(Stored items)
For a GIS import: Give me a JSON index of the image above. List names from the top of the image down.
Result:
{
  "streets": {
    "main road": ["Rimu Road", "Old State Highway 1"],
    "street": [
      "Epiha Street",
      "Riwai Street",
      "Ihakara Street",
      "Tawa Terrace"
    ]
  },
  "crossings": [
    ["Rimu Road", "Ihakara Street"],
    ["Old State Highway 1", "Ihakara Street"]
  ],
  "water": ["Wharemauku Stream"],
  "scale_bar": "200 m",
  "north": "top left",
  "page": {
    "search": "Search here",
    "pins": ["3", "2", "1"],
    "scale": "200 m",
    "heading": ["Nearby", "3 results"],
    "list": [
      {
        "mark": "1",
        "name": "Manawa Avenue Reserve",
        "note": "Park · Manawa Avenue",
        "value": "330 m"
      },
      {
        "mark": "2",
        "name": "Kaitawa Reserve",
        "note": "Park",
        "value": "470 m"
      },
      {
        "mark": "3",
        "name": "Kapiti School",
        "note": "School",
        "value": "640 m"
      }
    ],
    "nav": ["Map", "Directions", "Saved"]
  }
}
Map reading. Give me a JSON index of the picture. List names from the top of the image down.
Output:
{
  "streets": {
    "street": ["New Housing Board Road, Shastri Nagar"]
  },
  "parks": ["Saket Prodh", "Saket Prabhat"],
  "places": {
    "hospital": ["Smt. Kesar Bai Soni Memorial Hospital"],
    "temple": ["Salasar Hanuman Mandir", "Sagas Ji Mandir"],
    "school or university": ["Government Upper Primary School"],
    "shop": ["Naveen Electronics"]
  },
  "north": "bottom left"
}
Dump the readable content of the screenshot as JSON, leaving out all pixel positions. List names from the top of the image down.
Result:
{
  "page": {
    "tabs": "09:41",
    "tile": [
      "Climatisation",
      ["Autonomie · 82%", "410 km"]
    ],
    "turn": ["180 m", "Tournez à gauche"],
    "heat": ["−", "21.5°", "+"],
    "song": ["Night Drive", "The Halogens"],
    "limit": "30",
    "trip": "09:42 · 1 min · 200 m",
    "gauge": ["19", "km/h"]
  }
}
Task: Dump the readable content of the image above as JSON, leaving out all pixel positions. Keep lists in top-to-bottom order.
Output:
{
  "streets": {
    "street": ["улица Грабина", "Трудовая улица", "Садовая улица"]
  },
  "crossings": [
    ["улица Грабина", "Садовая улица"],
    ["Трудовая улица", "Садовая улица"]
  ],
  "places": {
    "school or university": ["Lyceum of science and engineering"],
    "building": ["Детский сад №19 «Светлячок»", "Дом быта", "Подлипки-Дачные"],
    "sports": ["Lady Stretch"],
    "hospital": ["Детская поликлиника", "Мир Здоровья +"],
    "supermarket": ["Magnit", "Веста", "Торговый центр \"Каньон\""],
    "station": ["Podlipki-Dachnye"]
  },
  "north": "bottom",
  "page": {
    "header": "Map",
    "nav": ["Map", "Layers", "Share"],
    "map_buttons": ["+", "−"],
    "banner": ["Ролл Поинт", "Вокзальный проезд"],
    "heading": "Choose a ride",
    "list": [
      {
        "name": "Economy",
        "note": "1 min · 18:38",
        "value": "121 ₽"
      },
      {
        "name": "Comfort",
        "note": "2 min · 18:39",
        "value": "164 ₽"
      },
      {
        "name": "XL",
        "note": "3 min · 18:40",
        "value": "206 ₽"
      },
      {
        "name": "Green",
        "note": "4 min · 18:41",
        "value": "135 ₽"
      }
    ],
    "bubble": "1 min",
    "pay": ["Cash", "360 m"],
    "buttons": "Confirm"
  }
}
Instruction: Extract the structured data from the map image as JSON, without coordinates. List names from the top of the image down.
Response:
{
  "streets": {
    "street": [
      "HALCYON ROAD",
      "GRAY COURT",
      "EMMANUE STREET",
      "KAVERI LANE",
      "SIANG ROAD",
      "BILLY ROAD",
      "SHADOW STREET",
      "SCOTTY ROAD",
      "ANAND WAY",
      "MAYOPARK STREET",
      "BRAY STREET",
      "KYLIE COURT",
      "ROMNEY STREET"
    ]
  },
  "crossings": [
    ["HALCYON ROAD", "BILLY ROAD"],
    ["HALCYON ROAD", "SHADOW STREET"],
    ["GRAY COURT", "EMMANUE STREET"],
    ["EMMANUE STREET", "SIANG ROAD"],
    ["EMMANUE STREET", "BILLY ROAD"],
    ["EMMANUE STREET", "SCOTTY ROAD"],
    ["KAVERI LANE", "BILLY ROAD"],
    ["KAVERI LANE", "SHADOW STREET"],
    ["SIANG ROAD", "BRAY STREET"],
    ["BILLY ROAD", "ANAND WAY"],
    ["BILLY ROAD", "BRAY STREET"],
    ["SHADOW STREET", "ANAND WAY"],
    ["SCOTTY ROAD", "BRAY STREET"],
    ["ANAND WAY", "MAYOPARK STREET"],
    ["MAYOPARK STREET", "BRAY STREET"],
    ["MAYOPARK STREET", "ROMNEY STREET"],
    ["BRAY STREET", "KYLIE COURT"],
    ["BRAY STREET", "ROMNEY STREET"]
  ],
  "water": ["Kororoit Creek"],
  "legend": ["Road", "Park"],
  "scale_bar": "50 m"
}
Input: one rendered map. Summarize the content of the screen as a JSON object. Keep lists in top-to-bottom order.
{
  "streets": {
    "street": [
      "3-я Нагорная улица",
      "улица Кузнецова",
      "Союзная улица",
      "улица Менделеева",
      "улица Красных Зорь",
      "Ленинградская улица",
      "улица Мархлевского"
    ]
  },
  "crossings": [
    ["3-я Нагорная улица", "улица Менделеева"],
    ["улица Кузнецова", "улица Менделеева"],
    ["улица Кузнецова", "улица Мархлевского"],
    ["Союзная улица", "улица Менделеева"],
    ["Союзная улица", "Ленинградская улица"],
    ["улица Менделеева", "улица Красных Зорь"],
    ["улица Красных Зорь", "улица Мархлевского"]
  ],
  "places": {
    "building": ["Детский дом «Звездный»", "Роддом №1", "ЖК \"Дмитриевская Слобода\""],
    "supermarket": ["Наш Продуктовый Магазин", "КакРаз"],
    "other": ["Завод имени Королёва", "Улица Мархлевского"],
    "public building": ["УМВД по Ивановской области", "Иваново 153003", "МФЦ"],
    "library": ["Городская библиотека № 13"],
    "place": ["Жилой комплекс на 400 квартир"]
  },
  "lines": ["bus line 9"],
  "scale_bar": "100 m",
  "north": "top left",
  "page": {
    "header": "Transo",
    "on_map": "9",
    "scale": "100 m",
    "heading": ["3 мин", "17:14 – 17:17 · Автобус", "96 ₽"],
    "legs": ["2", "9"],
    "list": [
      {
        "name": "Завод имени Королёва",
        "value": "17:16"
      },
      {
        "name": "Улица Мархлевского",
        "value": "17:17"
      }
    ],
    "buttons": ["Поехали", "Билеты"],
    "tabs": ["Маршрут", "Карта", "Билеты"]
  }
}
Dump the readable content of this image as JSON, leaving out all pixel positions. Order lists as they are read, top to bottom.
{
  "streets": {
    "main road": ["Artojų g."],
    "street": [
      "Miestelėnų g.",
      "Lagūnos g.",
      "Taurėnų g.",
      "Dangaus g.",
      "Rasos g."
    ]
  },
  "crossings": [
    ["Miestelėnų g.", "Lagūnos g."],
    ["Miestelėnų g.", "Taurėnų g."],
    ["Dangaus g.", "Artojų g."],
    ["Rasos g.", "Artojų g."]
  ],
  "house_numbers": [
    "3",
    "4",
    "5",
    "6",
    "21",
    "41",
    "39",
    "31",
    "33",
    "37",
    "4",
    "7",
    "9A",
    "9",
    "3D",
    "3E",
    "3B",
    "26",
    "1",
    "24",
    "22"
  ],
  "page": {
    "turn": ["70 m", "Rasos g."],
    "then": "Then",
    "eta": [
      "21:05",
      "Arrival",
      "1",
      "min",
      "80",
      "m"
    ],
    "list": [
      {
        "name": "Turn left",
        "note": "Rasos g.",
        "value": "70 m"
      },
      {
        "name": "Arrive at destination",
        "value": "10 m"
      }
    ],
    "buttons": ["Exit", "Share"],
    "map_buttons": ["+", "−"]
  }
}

PROBLEM DETAILS: Show the lines from the data above that contain the string "main".

THE ANSWER:
    "main road": ["Rimu Road", "Old State Highway 1"],
    "main road": ["Artojų g."],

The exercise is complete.